By Jerry Cornfield
Political Columnist
Gov. Jay Inslee is enjoying a two-week vacation hiking in Alaska probably thinking little about a second term.
But a decision will be made in Spokane next week which could cause him havoc should he pursue re-election in 2016.
That’s when 117 Republicans, three from each of Washington’s 39 counties, will gather to elect a new leader of the state’s Grand Old Party.
While it’s only August 2013, the person chosen will be looked upon to design then pour a foundation strong enough to support a viable challenger to Inslee, who has had a rocky few months at the helm including a near-miss shutdown of state government.
A carload of candidates are vying to become the boss. Early projections put two women, Luanne Van Werven of Lynden and Susan Hutchison of Seattle, in the driver’s seat.
Van Werven is the acting chairwoman of the Washington State Republican Party, filling in when Kirby Wilbur skipped out to a new job. Hutchison, executive director of a Seattle foundation, ran unsuccessfully for King County executive in 2009.
Whomever wins — and it could be someone else — will receive a to-do list familiar to every Republican Party chairman before them. And for that matter every Democratic Party chairman as well.
It calls upon the leader to:
• Raise lots of money and spend it wisely;
• Deliver the Republican message clearly and constantly to the media and the masses;
• Supply the grass roots with data and dollars for training and deploying volunteers;
• Keep peace among the partisans.
Arguably, the last task is the trickiest if not most important.
Washington Republicans’ tendency of late is to pull apart rather than together in the crunch time of elections. Curbing this habit is a Herculean chore requiring a blend of personal finesse and political fierceness.
Consider two symptomatic snapshots from 2012.
Shortly after the primary, tension sifted through a Republican phone bank operation in Everett when backers of defeated gubernatorial candidate Shahram Hadian resisted making calls on behalf of the party’s nominee, Rob McKenna.

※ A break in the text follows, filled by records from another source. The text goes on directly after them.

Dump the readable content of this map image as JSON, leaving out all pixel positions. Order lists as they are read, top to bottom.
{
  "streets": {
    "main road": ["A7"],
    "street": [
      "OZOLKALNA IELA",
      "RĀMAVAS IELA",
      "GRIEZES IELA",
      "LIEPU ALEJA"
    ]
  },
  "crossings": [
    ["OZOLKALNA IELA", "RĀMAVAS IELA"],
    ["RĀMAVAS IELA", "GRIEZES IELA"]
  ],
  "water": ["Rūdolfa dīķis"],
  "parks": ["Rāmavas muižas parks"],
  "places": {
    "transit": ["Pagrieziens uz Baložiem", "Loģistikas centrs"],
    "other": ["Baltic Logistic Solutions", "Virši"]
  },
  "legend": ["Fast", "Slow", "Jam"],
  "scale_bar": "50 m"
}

Hadian ran to the philosophical right of McKenna and his followers found the former attorney general too liberal for their tastes.
Fast forward to the final days of the campaign when a fundraising letter signed by party icon Dino Rossi went out on Washington State Republican Party stationery. Rossi didn’t make the pitch for McKenna but for Republican presidential candidate Mitt Romney. Apparently Romney asked and McKenna didn’t even though McKenna had a shot at winning and Romney did not.
Neither occurrence cost McKenna victory. Rather, they expose a damning problem the incoming leader inherits: Washington Republicans too often allow the personal to become political and it impedes the party’s accomplishments.
Paul Elvig of Everett, a former Snohomish County Republican Party chairman, recently stepped to the sidelines after half-a-century on the front lines of partisan battles.
He characterized Republicans’ challenge this way: “They need to learn to like each other and not be suspect of each other’s motives.”
Democrats, on the other hand, grin and bury it.
Party members do get frustrated with antics of their chairman, Dwight Pelz. And lawmakers and influence peddlers of the Democratic stripe were flummoxed by Inslee on many occasions.
But if any are worried about the governor’s vulnerability three-and-a-half years from now, they aren’t going to pipe it out to the public.
Such self-inflicted damage would be tougher to overcome than an attack by a political opponent. They know unity right up through election time — even if some Democrats do so with gritted teeth — pays better dividends.
Change takes time.
As Inslee vacations with re-election far from his thoughts, Republicans are getting to ready to make a decision with Nov. 8, 2016, foremost in their minds.